Title

Antioxidant defense in schizophrenia and bipolar disorder: A meta-analysis of MRS studies of anterior cingulate glutathione

Document Type

Article

Publication Date

4-20-2019

Journal

Progress in Neuro-Psychopharmacology and Biological Psychiatry

Volume

91

First Page

94

Last Page

102

URL with Digital Object Identifier

10.1016/j.pnpbp.2018.08.006

Abstract

Background: Glutathione [GSH] is a major intracellular antioxidant that disposes peroxides and protects neurons and glial cells from oxidative stress. In both schizophrenia and bipolar disorder, atypical levels of GSH have been demonstrated, particularly in the anterior cingulate cortex (ACC), though no consistent results have emerged due to limitations in sample size. Our objective was to evaluate if GSH levels in the ACC are abnormal in these 2 disorder, when compared to healthy controls. Methods: We reviewed all 1H-MRS studies reporting GSH values for patients satisfying DSM or ICD based criteria for (1) the psychotic disorders - schizophrenia or schizoaffective disorder or (2) bipolar disorder in comparison to a healthy controls (HC) group in the Anterior Cingulate Cortex (ACC) published until June 2018. A random-effects model was used to calculate the pooled effect size.
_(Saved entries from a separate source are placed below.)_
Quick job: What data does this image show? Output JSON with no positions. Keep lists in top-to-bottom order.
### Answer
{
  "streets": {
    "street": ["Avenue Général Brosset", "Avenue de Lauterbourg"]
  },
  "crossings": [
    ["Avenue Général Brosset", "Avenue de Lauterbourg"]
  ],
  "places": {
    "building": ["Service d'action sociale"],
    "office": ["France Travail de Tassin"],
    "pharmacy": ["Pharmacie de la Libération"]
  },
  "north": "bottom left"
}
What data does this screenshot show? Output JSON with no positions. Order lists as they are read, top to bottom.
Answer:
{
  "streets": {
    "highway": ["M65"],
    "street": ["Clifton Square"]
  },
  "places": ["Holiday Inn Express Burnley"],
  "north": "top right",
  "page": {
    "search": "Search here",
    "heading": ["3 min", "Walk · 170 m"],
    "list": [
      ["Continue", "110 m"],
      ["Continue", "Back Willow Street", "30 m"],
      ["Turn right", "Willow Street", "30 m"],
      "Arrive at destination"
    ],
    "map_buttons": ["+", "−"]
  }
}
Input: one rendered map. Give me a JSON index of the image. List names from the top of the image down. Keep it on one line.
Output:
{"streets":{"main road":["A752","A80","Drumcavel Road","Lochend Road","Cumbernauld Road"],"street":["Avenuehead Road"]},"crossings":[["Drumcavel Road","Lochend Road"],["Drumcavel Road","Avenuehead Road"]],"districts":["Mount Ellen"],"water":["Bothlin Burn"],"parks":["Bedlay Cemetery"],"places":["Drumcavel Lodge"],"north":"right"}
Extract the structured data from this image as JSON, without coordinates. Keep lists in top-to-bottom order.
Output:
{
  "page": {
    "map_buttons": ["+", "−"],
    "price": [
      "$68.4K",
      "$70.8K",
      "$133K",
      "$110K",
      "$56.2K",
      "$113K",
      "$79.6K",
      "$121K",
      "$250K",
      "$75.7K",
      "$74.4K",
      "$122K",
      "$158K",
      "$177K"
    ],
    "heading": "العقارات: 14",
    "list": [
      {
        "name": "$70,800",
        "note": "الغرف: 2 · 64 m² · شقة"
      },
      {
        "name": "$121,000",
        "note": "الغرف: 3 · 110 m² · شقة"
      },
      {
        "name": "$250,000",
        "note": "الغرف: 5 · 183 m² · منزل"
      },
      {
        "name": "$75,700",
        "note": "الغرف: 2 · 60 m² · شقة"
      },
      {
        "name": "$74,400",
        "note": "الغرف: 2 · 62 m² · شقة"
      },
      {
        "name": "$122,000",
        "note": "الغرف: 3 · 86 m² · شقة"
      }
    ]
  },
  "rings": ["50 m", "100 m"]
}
A meta-regression analysis of moderator variables was also undertaken. Results: The literature search identified 18 studies with a total sample size of 581 controls, 578 patients with schizophrenia or bipolar disorder. There is a small but significant reduction in ACC GSH in patients with schizophrenia compared to HC (N = 13; RFX SMD =0.26; 95% CI [0.07 to 0.44]; p = 0.008; heterogeneity p = 0.11). There is a significant increase in the ACC GSH concentration in bipolar disorder compared to HC (N = 6; RFX SMD = −0.28, 95% CI [−0.09 to −0.47]; p = 0.003; heterogeneity p = 0.95). Conclusions: We report a small, but significant reduction in GSH concentration in the ACC in schizophrenia, and a similar sized increase in bipolar disorder. A notable limitation is the lack of sufficient data to examine the moderating effect of the symptom profile. Schizophrenia and bipolar disorder have notably different patterns of redox abnormalities in the ACC. Reduced ACC GSH may confer a schizophrenia-like clinical phenotype, while an excess favouring a bipolar disorder-like profile.